WHAT TO WORK ON =
Within these entries, which lines include the string "positions"? Copy each one.

DATA SECTION =
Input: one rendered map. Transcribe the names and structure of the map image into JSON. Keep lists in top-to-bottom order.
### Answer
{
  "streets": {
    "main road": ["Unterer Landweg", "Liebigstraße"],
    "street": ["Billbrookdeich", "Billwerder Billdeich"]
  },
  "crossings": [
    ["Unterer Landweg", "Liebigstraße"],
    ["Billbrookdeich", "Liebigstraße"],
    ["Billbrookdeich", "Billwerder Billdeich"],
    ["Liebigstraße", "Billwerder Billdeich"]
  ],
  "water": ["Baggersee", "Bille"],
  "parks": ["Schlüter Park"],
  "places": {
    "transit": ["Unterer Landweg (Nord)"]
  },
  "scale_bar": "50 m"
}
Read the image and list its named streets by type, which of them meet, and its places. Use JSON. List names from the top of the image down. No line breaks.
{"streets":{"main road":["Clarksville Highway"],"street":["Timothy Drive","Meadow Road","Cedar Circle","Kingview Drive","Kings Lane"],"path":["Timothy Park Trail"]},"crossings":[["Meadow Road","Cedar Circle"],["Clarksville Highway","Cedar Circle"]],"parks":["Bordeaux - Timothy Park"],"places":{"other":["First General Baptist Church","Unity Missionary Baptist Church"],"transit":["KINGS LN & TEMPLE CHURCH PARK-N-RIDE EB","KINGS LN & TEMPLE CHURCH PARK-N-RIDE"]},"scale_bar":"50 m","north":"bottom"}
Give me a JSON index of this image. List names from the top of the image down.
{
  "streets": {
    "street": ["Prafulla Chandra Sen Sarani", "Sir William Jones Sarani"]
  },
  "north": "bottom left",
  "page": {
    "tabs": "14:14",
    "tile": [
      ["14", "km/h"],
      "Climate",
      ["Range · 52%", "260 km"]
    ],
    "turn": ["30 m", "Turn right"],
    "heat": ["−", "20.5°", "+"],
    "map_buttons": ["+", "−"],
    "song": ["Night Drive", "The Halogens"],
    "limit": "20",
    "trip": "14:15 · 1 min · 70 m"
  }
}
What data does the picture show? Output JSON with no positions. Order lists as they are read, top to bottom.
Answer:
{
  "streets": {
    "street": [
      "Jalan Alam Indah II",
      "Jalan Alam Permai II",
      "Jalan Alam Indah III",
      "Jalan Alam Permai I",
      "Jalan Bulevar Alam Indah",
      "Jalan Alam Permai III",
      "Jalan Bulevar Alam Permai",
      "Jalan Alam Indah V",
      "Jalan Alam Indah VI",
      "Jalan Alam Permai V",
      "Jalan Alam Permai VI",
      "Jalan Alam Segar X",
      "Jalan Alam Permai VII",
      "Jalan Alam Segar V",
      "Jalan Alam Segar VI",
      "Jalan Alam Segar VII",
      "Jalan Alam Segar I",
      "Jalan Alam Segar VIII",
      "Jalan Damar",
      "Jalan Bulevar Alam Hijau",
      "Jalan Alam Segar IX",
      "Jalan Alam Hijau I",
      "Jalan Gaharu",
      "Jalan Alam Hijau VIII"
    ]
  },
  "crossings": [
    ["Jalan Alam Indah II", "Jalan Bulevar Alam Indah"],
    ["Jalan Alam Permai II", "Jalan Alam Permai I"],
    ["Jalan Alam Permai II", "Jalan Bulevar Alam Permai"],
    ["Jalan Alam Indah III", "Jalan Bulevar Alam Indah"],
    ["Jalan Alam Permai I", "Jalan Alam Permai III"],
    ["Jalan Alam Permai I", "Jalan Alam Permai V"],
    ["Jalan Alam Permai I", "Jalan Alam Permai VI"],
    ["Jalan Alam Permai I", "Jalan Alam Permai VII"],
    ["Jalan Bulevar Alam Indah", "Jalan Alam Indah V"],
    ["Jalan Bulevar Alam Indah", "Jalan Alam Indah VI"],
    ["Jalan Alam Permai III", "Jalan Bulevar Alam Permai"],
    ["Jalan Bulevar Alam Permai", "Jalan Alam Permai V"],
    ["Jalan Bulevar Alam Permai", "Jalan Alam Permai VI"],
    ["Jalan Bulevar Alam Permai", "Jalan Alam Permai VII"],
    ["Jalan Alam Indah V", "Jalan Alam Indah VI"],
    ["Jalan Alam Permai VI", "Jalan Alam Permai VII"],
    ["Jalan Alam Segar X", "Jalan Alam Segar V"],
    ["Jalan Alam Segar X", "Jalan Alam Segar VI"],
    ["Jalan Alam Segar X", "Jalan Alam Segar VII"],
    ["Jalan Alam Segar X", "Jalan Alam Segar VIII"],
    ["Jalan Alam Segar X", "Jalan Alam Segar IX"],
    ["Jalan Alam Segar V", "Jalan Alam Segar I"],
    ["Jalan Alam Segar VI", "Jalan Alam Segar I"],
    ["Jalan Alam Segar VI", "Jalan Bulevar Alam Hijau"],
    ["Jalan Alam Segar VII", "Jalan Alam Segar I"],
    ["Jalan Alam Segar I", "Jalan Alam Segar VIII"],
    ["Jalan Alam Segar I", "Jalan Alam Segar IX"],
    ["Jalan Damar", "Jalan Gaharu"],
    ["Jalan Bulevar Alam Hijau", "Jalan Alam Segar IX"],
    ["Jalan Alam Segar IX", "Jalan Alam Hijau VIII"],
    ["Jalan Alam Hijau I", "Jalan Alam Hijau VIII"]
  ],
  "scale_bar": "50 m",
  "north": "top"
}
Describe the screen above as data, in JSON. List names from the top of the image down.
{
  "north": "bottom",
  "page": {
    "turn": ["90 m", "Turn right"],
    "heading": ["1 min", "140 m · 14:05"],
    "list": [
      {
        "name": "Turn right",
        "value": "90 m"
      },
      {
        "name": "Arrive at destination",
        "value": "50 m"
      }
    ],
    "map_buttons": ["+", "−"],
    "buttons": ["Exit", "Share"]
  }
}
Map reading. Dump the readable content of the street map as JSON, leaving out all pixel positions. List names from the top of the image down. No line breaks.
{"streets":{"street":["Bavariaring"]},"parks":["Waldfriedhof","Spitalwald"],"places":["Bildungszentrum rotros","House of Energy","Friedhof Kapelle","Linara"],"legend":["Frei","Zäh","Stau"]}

COMPLETED EXERCISE =
What data does the picture show? Output JSON with no positions. Order lists as they are read, top to bottom.
Map reading. Dump the readable content of the street map as JSON, leaving out all pixel positions. List names from the top of the image down. No line breaks.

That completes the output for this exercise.